#### DIRECTIONS FOR THIS TASK
Using the data below, return the stretch from the line that contains "0,100% 100%,50% 72%,0" through the line that contains "function paint(path, color)", both included, exactly as it stands and nothing beyond it.

#### INPUT RECORDS
========================

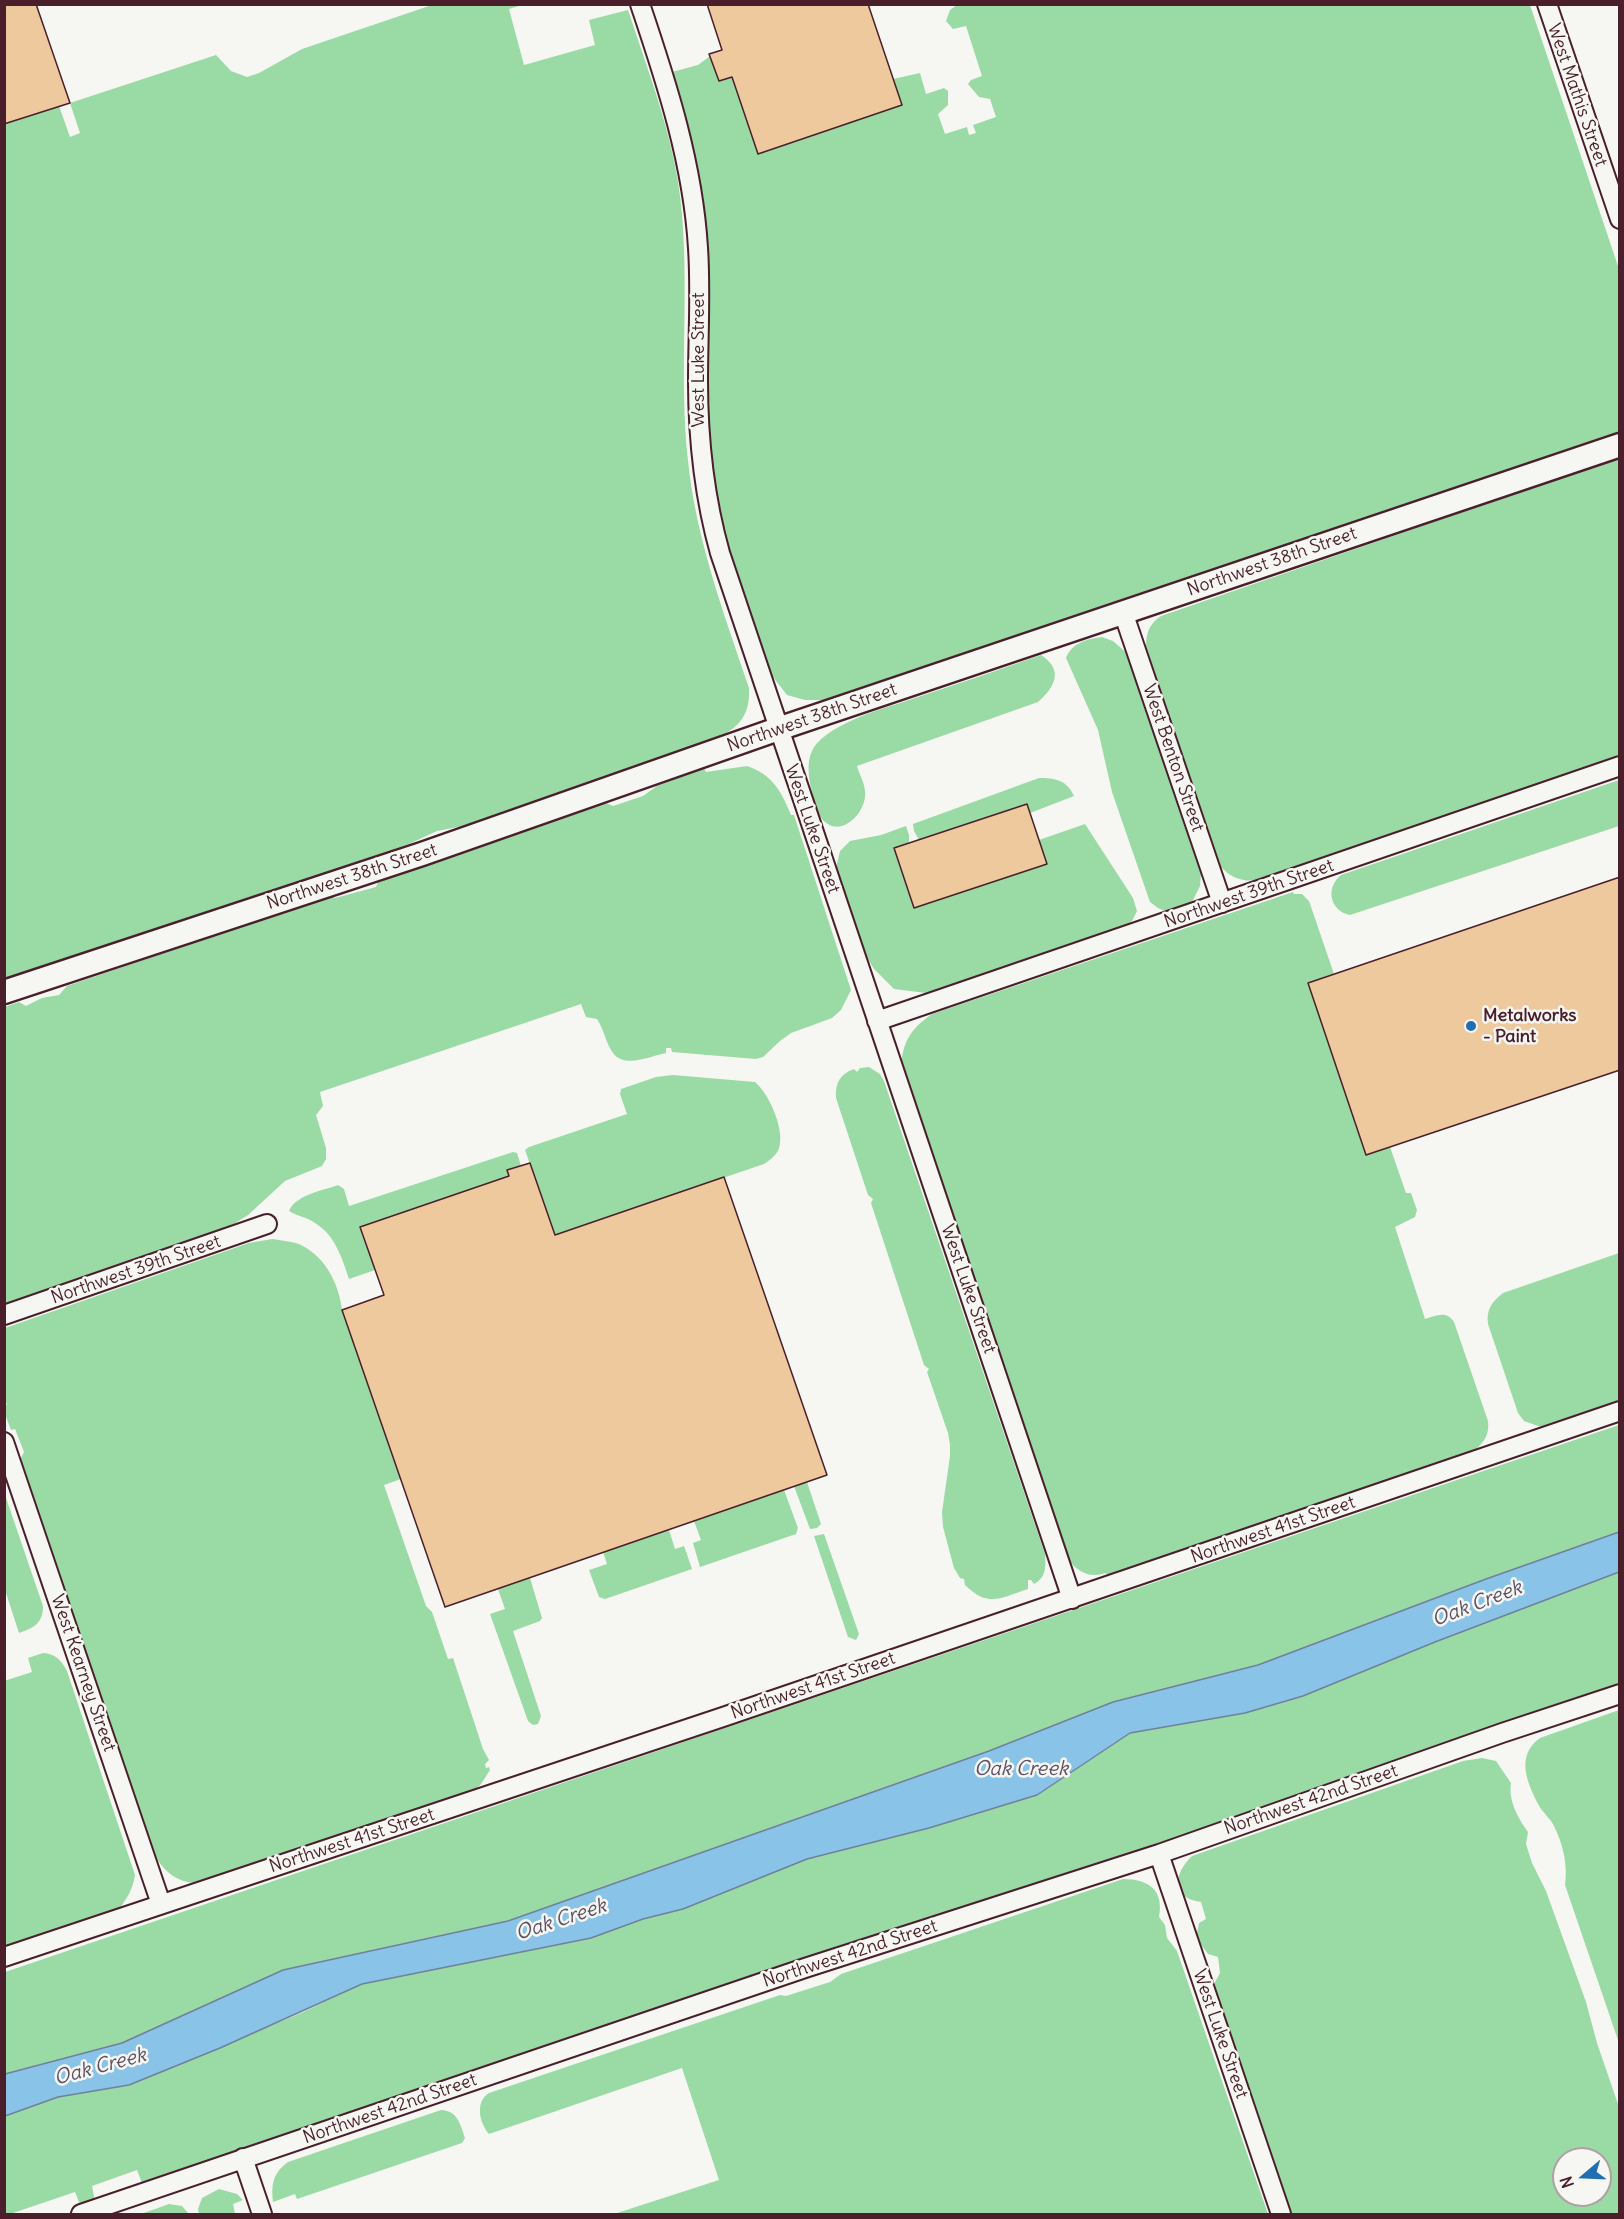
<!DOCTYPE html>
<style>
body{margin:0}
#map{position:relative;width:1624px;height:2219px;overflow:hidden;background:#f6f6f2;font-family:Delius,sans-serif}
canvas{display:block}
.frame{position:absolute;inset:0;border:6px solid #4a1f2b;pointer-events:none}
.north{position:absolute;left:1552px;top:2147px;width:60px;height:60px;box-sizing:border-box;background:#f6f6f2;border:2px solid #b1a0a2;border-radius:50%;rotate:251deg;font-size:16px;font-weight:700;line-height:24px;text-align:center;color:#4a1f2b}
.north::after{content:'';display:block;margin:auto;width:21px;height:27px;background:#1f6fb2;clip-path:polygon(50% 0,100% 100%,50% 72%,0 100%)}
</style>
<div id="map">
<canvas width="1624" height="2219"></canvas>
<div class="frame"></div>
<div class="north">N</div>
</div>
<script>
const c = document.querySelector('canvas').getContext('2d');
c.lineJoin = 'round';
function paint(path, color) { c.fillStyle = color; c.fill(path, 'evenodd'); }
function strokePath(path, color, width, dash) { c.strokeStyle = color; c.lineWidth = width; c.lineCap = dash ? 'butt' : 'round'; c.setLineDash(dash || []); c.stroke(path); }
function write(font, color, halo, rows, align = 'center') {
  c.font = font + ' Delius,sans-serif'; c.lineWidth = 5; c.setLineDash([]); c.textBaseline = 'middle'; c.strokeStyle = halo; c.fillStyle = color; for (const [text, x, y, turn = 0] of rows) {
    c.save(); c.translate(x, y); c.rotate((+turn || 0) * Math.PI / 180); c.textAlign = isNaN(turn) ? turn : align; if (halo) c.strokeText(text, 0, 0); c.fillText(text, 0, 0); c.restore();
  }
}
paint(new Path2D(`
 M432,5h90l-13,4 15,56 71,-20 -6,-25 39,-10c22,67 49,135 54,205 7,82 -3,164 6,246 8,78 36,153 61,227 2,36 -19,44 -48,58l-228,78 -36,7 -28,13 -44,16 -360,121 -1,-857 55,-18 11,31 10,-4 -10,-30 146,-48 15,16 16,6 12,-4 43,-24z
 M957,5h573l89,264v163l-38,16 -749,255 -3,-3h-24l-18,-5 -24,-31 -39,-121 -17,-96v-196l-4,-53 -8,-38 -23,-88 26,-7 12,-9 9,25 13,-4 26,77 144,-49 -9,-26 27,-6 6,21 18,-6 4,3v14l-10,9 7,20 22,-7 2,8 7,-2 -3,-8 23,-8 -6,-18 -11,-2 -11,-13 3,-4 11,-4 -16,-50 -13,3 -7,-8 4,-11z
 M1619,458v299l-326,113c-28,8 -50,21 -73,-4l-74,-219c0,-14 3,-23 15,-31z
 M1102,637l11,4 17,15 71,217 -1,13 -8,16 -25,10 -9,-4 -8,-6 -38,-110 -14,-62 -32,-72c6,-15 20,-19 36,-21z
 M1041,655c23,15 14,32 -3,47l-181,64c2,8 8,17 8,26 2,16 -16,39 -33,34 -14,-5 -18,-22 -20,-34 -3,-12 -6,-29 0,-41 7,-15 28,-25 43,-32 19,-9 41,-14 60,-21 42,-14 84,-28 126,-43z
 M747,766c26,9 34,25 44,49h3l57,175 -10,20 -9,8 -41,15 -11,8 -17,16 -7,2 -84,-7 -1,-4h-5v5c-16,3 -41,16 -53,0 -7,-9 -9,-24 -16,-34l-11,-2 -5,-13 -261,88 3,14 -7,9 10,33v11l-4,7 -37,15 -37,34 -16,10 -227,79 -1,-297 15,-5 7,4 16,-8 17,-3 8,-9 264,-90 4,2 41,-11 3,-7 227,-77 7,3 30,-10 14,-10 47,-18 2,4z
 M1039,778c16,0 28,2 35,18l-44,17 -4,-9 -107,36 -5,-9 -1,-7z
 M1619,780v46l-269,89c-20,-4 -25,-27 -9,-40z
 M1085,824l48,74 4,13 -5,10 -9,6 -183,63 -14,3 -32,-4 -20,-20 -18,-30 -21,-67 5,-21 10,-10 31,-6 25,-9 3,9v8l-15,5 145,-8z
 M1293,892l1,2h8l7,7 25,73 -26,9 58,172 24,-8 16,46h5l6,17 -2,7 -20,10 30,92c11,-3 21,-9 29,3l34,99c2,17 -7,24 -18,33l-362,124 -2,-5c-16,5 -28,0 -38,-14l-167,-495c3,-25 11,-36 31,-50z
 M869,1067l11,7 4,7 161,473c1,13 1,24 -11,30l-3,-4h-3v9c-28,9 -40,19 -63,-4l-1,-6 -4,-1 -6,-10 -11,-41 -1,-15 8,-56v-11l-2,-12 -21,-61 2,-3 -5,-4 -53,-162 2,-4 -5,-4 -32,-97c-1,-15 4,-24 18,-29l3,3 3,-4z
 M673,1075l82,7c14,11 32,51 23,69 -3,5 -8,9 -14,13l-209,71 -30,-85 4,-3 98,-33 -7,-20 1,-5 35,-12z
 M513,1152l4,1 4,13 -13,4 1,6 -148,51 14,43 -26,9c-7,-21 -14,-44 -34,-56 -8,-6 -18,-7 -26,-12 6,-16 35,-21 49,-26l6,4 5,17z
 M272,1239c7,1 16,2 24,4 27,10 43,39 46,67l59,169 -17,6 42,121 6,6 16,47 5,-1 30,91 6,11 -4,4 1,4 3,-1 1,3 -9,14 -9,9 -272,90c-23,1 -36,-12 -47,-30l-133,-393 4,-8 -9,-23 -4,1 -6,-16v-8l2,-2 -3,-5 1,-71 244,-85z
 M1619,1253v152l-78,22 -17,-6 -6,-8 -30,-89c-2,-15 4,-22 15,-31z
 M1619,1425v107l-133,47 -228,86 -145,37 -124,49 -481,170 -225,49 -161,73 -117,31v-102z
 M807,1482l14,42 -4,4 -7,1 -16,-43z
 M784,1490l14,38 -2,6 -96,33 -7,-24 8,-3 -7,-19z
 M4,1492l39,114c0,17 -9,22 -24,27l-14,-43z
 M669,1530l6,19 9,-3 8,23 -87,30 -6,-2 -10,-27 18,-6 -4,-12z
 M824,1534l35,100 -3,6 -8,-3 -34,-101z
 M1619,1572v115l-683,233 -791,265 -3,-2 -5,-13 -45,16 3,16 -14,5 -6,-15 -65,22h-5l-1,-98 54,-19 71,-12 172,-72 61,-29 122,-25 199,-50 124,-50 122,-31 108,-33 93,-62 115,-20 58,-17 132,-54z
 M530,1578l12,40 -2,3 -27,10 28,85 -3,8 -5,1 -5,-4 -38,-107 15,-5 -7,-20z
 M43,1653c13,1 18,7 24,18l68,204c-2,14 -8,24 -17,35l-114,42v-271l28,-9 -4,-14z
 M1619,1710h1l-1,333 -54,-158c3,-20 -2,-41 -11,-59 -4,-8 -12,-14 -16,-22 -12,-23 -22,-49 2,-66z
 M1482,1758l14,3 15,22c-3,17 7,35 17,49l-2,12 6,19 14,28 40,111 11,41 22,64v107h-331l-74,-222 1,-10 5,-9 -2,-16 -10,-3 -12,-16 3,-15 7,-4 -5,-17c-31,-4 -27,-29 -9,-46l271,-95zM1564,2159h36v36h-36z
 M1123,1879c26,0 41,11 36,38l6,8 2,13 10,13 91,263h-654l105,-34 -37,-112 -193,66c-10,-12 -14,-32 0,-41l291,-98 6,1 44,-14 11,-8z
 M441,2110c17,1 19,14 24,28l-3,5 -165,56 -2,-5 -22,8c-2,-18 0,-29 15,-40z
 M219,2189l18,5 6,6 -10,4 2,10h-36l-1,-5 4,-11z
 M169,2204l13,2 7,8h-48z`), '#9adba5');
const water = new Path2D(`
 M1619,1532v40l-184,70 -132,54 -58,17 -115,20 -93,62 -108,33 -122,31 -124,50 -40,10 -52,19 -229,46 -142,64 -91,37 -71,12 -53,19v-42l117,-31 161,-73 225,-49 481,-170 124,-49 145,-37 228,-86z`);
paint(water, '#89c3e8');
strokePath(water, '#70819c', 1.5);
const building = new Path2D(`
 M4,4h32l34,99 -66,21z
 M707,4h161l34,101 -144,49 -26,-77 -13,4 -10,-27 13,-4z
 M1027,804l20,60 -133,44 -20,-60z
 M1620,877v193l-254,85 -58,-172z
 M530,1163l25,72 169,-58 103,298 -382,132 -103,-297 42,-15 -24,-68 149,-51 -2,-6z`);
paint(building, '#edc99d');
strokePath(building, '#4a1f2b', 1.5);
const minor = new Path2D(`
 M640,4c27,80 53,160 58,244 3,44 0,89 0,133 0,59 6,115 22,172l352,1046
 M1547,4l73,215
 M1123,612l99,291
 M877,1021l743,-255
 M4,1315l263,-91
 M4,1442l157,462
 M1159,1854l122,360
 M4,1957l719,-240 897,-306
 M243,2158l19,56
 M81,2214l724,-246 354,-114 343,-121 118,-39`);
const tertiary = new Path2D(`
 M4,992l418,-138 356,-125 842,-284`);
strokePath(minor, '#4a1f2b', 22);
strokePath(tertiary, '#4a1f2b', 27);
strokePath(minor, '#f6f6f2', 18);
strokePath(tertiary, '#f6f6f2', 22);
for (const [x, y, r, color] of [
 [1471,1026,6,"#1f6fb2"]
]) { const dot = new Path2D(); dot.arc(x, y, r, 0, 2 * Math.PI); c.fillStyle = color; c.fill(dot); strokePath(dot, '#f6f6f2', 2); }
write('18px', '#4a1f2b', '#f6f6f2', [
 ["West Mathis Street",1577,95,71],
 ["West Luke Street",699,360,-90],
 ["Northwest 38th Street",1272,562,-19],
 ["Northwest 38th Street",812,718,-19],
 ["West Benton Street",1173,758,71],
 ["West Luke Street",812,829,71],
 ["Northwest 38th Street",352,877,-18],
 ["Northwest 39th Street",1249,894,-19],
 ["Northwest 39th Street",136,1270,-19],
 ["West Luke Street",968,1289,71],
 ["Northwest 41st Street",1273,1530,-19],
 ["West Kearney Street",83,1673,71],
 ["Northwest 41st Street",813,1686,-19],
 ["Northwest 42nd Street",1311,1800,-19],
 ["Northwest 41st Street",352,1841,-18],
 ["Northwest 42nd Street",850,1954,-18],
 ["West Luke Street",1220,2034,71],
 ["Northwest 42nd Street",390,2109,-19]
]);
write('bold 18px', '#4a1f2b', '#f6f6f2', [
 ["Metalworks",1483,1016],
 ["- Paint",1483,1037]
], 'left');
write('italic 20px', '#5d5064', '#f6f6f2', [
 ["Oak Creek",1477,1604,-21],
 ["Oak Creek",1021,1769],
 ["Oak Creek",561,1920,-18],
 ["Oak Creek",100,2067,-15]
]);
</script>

========================

#### EXERCISE RESULT
.north::after{content:'';display:block;margin:auto;width:21px;height:27px;background:#1f6fb2;clip-path:polygon(50% 0,100% 100%,50% 72%,0 100%)}
</style>
<div id="map">
<canvas width="1624" height="2219"></canvas>
<div class="frame"></div>
<div class="north">N</div>
</div>
<script>
const c = document.querySelector('canvas').getContext('2d');
c.lineJoin = 'round';
function paint(path, color) { c.fillStyle = color; c.fill(path, 'evenodd'); }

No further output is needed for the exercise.